§ What to work on
Look through the entries that follow and return each line that has the string "route".

== Material for this exercise

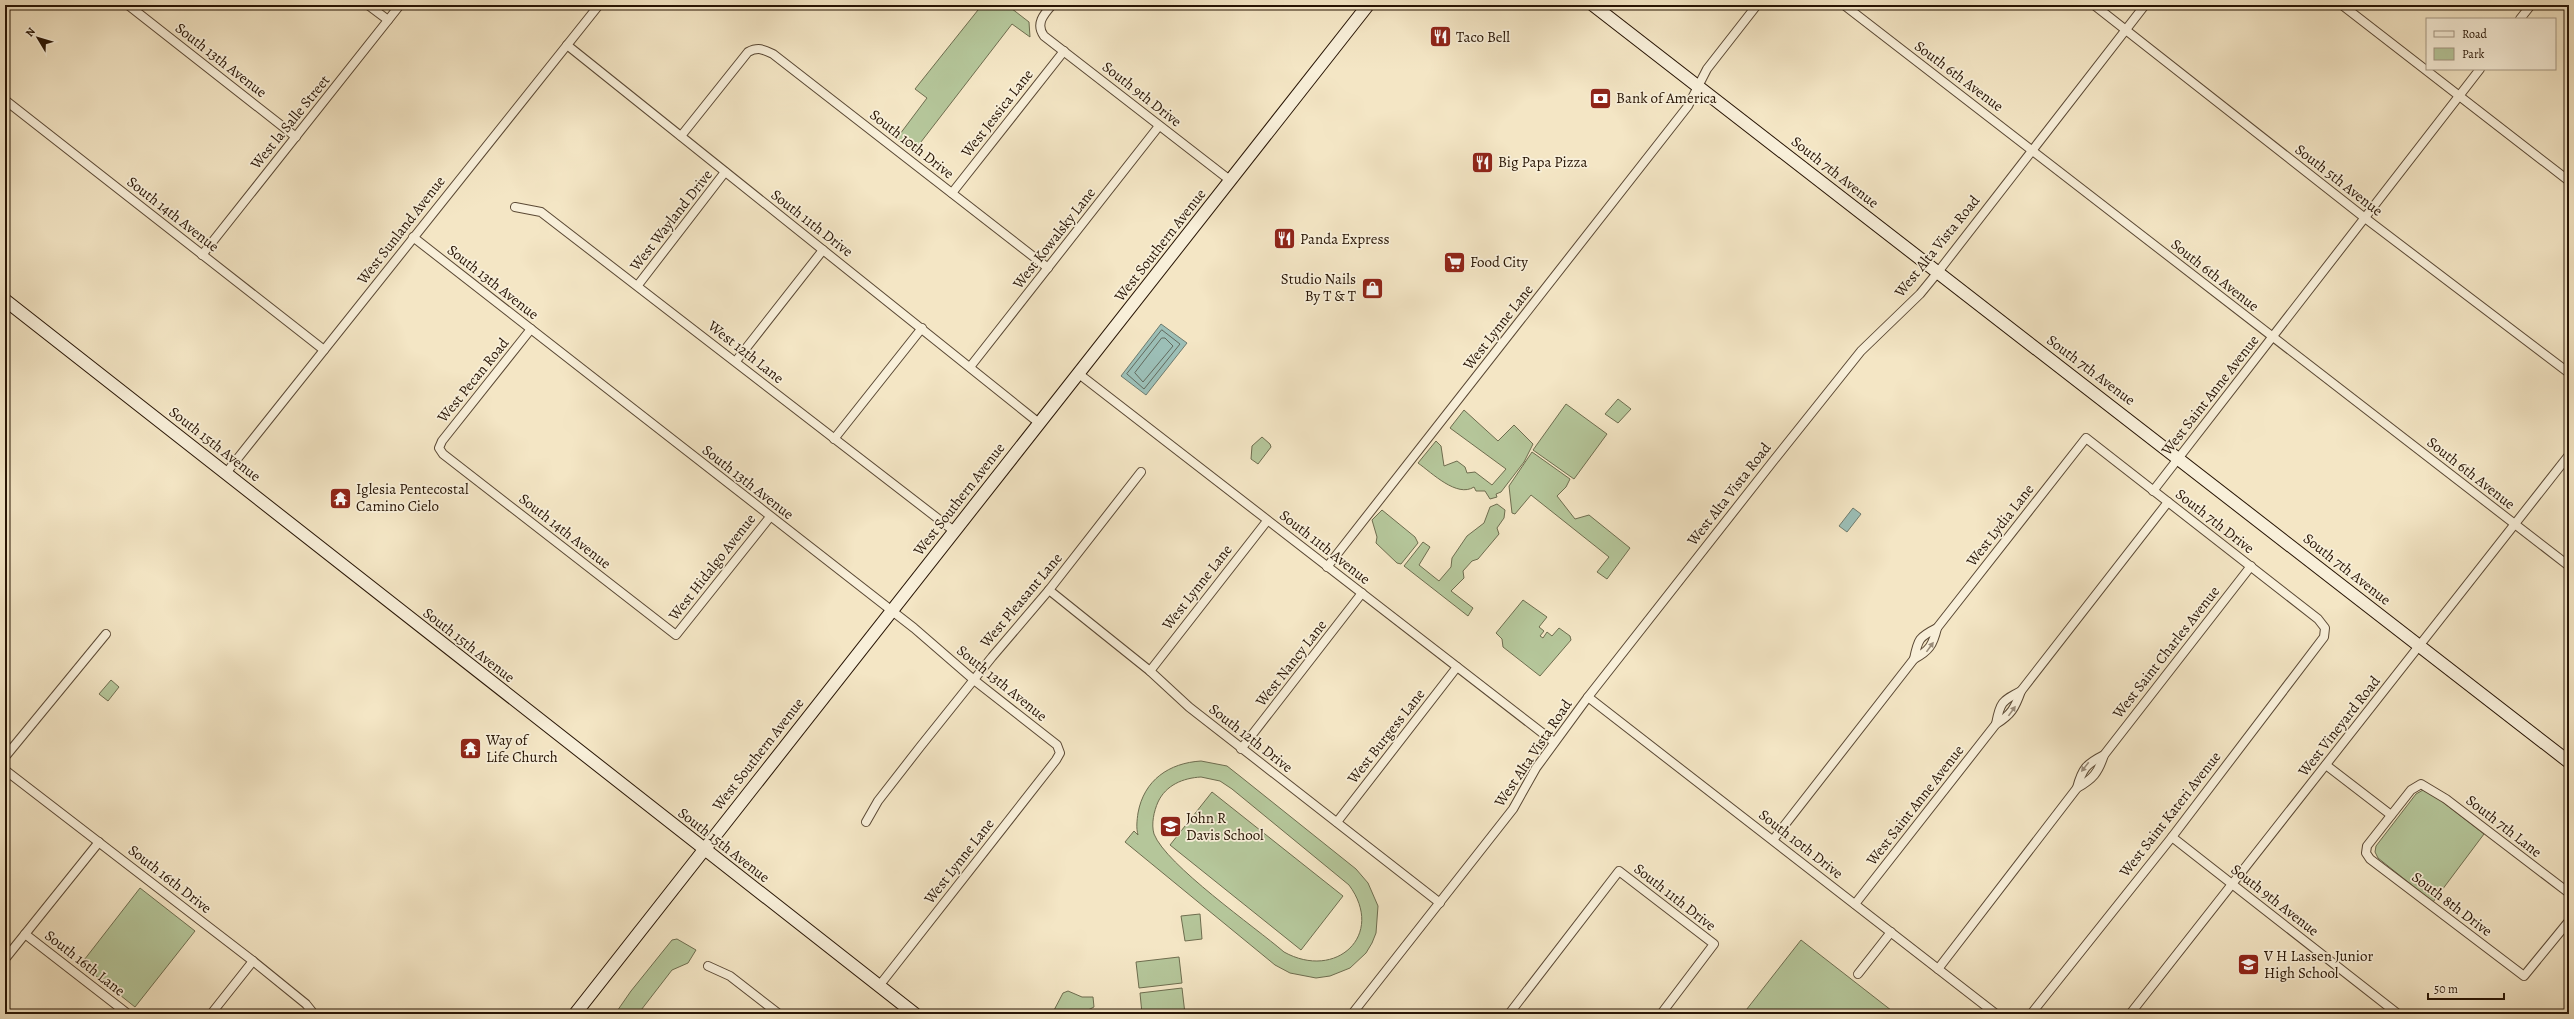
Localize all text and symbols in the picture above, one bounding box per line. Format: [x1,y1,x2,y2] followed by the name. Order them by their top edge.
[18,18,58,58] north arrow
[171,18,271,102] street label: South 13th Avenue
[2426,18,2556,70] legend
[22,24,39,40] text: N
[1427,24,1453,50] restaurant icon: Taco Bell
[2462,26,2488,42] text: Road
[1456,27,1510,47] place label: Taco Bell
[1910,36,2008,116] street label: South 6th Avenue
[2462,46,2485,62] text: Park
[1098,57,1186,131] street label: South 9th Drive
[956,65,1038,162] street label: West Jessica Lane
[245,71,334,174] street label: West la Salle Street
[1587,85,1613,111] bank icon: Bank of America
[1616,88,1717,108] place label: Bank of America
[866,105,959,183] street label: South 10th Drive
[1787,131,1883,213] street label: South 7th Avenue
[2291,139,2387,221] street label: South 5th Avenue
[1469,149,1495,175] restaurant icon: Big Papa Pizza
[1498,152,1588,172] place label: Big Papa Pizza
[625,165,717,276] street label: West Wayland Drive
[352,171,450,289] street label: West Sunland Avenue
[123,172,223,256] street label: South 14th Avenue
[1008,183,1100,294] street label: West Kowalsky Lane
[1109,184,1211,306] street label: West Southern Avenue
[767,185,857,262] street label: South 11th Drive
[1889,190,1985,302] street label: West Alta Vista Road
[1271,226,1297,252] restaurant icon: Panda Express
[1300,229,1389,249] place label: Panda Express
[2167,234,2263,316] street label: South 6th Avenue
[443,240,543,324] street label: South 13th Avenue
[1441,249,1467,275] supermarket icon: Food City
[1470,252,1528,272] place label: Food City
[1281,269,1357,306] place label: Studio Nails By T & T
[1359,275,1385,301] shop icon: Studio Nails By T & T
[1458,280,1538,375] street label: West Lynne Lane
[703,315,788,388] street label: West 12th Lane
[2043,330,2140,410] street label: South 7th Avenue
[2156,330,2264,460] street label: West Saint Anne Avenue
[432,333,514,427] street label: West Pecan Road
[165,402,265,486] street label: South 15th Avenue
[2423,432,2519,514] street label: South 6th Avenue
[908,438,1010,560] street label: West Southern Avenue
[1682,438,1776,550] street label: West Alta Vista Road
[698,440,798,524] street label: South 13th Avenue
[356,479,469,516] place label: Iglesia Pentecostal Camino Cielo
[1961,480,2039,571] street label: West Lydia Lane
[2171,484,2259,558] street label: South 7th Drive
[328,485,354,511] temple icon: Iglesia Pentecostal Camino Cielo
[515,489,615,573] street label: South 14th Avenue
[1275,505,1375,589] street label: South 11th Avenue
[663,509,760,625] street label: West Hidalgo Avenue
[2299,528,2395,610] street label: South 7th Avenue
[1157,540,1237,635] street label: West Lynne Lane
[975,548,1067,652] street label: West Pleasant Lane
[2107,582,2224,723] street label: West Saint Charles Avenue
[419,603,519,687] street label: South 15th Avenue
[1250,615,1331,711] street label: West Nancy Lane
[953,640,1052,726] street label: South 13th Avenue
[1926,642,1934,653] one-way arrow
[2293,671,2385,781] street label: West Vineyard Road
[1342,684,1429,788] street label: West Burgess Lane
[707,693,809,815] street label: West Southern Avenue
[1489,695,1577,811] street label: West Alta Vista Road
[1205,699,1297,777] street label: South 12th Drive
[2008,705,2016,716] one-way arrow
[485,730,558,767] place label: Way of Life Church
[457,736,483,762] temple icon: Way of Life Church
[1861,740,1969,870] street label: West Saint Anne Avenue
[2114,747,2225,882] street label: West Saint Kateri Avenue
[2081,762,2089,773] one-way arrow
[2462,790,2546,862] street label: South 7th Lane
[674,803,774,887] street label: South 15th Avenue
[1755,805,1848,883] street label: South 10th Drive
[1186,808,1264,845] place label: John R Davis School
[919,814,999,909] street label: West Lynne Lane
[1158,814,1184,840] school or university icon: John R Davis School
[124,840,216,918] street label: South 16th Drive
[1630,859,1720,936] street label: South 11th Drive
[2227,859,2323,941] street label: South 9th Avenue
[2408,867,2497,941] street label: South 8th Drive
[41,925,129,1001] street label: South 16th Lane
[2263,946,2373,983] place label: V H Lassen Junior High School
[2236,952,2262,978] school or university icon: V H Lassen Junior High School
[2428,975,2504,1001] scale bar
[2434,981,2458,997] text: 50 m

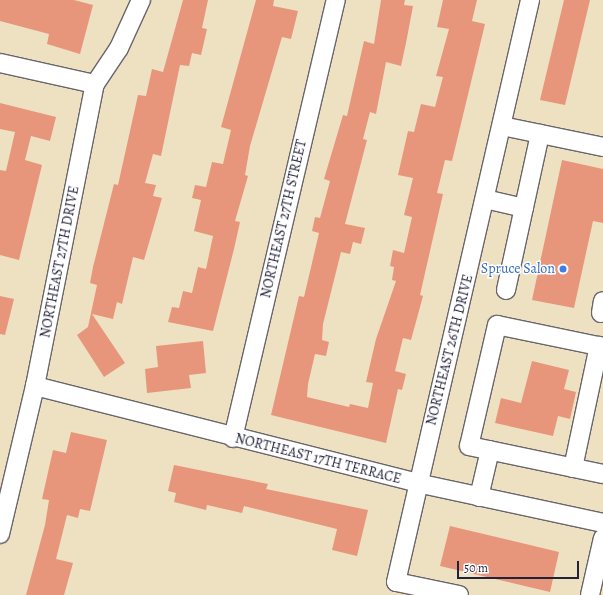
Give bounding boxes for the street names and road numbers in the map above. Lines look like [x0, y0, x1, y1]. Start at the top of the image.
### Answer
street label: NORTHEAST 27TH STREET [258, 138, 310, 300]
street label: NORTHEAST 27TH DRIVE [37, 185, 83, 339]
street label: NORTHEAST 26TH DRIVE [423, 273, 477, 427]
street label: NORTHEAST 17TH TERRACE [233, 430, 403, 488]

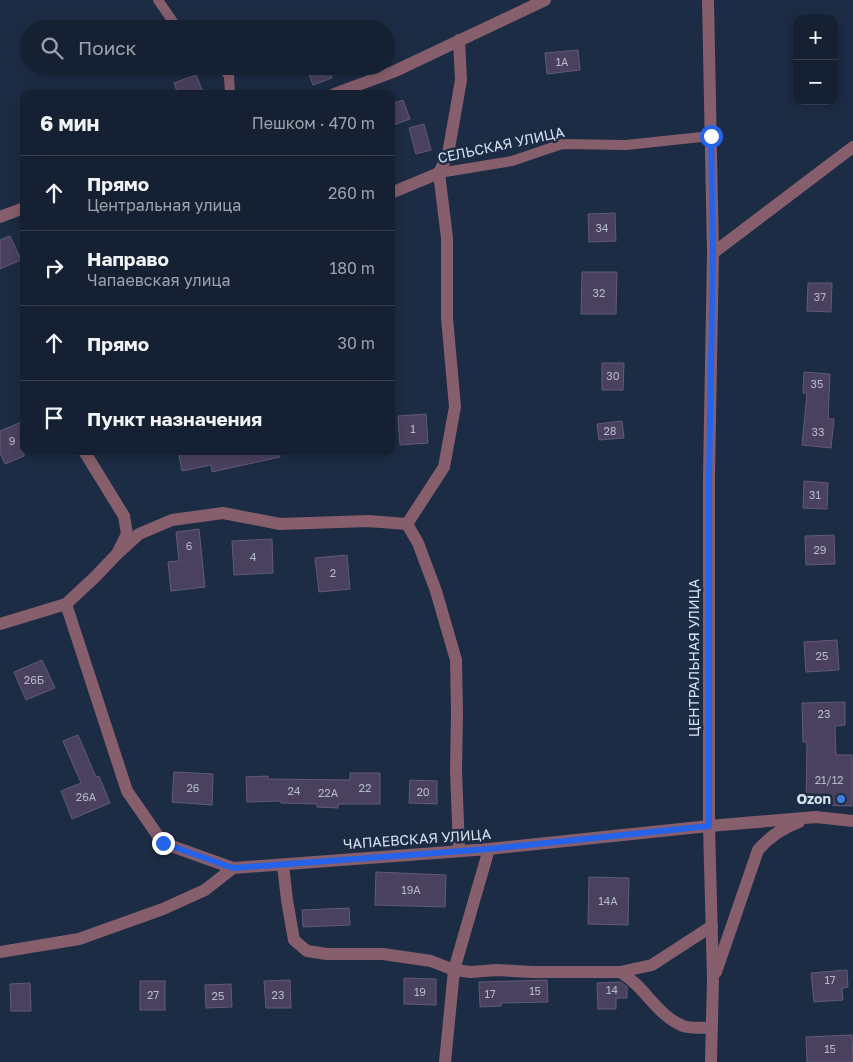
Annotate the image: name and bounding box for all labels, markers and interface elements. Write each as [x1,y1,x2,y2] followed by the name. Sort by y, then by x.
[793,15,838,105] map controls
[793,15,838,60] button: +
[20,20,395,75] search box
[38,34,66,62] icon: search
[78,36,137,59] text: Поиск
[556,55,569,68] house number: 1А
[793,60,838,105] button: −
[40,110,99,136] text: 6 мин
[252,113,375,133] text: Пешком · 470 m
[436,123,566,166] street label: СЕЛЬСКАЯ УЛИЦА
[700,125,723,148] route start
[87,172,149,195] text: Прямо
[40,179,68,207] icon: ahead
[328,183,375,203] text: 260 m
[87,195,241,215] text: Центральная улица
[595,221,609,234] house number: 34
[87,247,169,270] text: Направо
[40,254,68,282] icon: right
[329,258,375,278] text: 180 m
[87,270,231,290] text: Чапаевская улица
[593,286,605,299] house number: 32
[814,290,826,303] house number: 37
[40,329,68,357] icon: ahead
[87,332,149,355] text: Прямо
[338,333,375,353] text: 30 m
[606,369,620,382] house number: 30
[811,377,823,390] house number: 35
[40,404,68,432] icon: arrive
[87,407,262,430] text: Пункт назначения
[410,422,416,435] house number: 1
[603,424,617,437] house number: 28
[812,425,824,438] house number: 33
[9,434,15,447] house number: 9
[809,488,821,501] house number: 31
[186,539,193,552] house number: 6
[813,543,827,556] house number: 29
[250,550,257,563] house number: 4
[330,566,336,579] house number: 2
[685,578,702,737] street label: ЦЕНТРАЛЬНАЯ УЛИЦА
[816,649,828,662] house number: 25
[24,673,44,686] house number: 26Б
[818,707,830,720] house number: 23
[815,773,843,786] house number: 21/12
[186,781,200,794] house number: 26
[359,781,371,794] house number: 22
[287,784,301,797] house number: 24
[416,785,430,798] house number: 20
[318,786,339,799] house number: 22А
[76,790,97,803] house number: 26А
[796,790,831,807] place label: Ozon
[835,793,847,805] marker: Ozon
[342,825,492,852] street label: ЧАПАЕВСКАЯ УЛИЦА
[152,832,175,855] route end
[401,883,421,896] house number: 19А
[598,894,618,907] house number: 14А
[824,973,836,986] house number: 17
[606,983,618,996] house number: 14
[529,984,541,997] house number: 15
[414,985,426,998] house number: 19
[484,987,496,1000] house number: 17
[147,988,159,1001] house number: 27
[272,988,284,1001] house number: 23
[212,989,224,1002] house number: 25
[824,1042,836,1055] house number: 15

====

§ Final answer
[700,125,723,148] route start
[152,832,175,855] route end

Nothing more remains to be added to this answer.